-- Exercise directions --
Starting at the line that contains "Give me a JSON index of this", return every line down to the end of the records below, exactly as written.

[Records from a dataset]
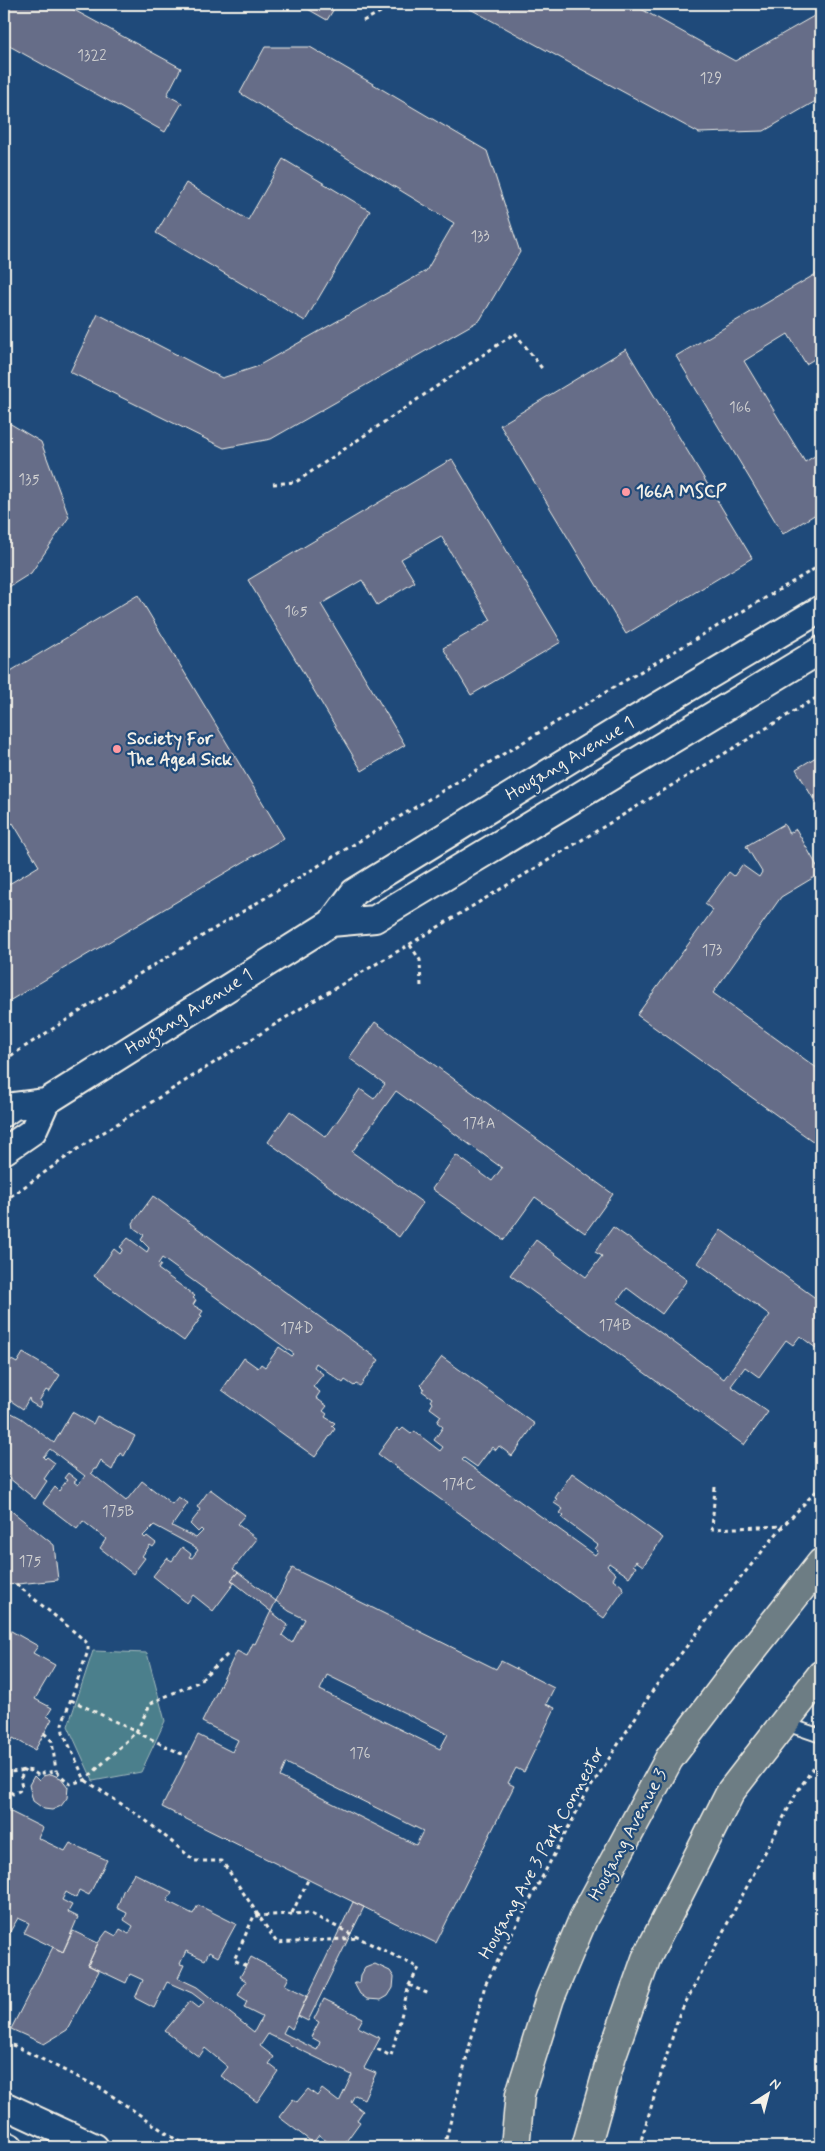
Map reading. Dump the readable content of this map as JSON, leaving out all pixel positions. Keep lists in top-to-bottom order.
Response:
{
  "streets": {
    "highway": ["Hougang Avenue 3"],
    "street": ["Hougang Avenue 1"],
    "path": ["Hougang Ave 3 Park Connector"]
  },
  "places": ["166A MSCP", "Society For The Aged Sick"],
  "house_numbers": [
    "1322",
    "129",
    "133",
    "166",
    "135",
    "165",
    "173",
    "174A",
    "174B",
    "174D",
    "174C",
    "175B",
    "175",
    "176"
  ],
  "north": "top right"
}
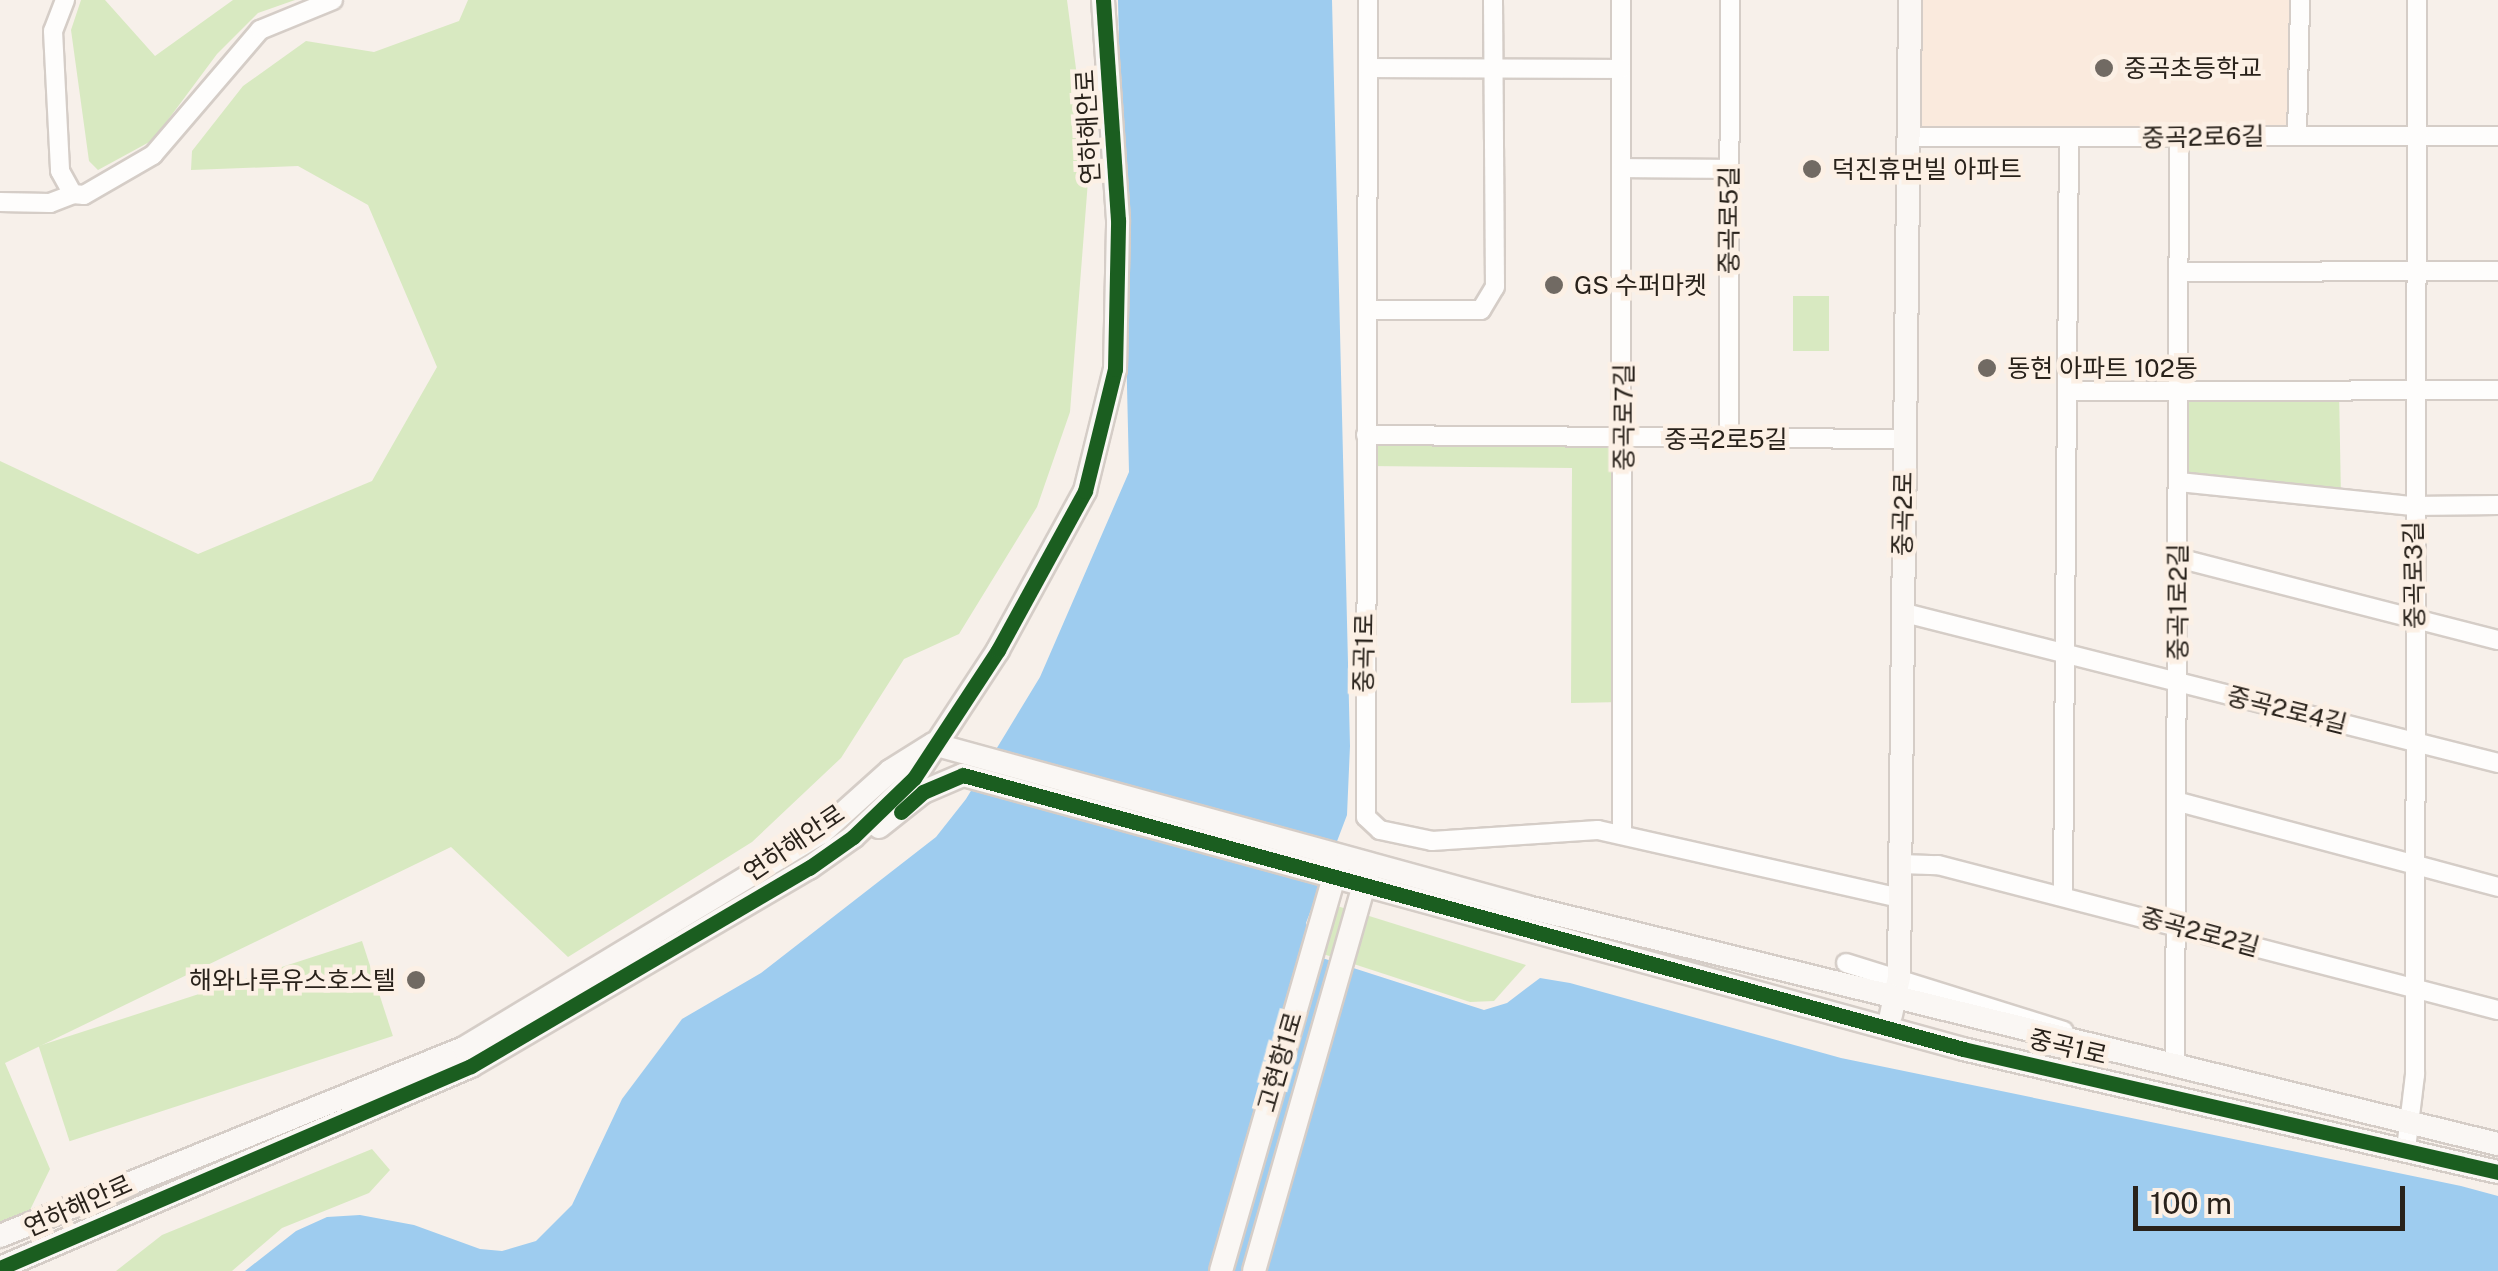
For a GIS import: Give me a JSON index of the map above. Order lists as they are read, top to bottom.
{
  "streets": {
    "street": [
      "연하해안로",
      "중곡2로6길",
      "중곡로5길",
      "중곡로7길",
      "중곡2로5길",
      "중곡2로",
      "중곡로3길",
      "중곡1로2길",
      "중곡1로",
      "중곡2로4길",
      "중곡2로2길",
      "고현항1로"
    ]
  },
  "crossings": [
    ["중곡2로6길", "중곡2로"],
    ["중곡2로6길", "중곡로3길"],
    ["중곡2로6길", "중곡1로2길"],
    ["중곡로5길", "중곡2로5길"],
    ["중곡로7길", "중곡2로5길"],
    ["중곡로7길", "중곡1로"],
    ["중곡2로5길", "중곡2로"],
    ["중곡2로5길", "중곡1로"],
    ["중곡2로", "중곡1로"],
    ["중곡2로", "중곡2로4길"],
    ["중곡2로", "중곡2로2길"],
    ["중곡로3길", "중곡1로"],
    ["중곡로3길", "중곡2로4길"],
    ["중곡로3길", "중곡2로2길"],
    ["중곡1로2길", "중곡1로"],
    ["중곡1로2길", "중곡2로4길"],
    ["중곡1로2길", "중곡2로2길"],
    ["중곡1로", "고현항1로"]
  ],
  "places": [
    "중곡초등학교",
    "덕진휴먼빌 아파트",
    "GS 수퍼마켓",
    "동현 아파트 102동",
    "해와나루유스호스텔"
  ],
  "scale_bar": "100 m"
}
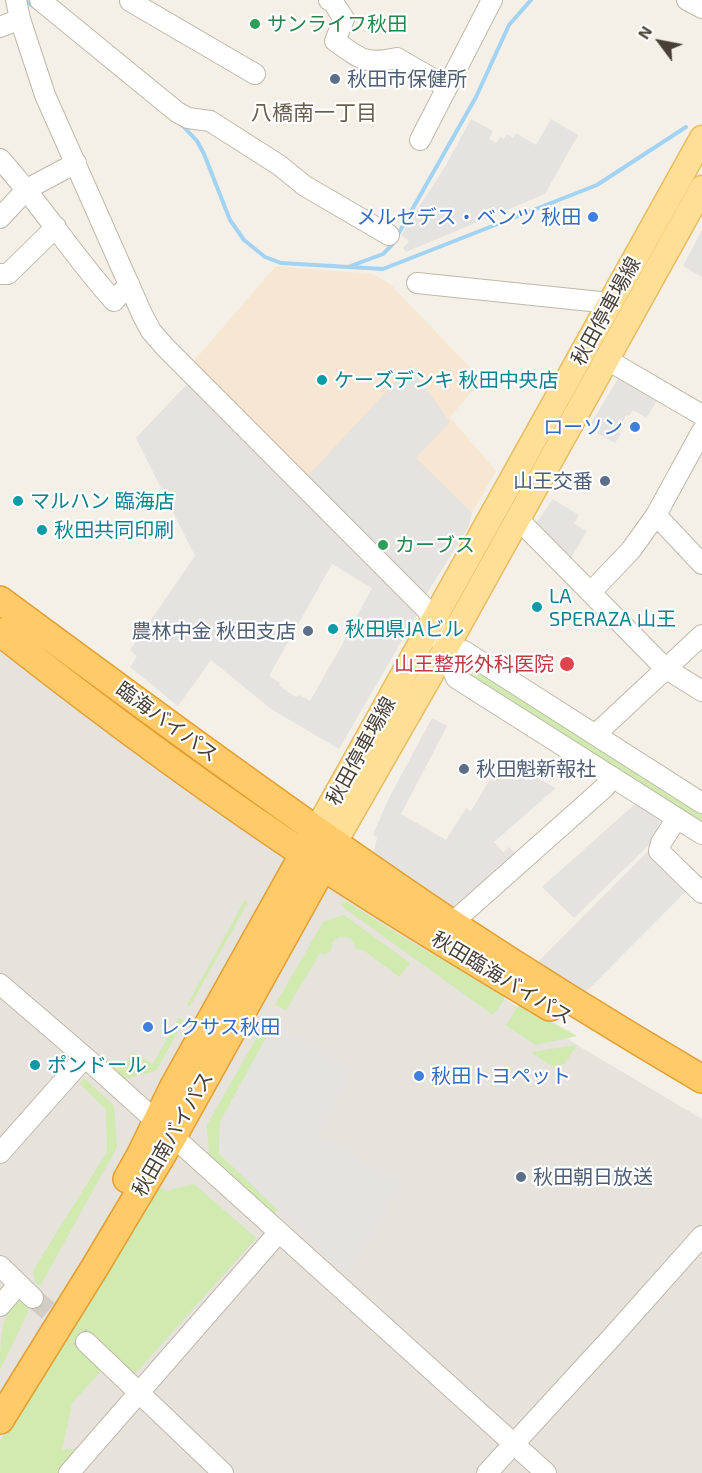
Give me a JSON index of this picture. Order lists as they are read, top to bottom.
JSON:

-- Exercise solution --
Give me a JSON index of this picture. Order lists as they are read, top to bottom.
JSON:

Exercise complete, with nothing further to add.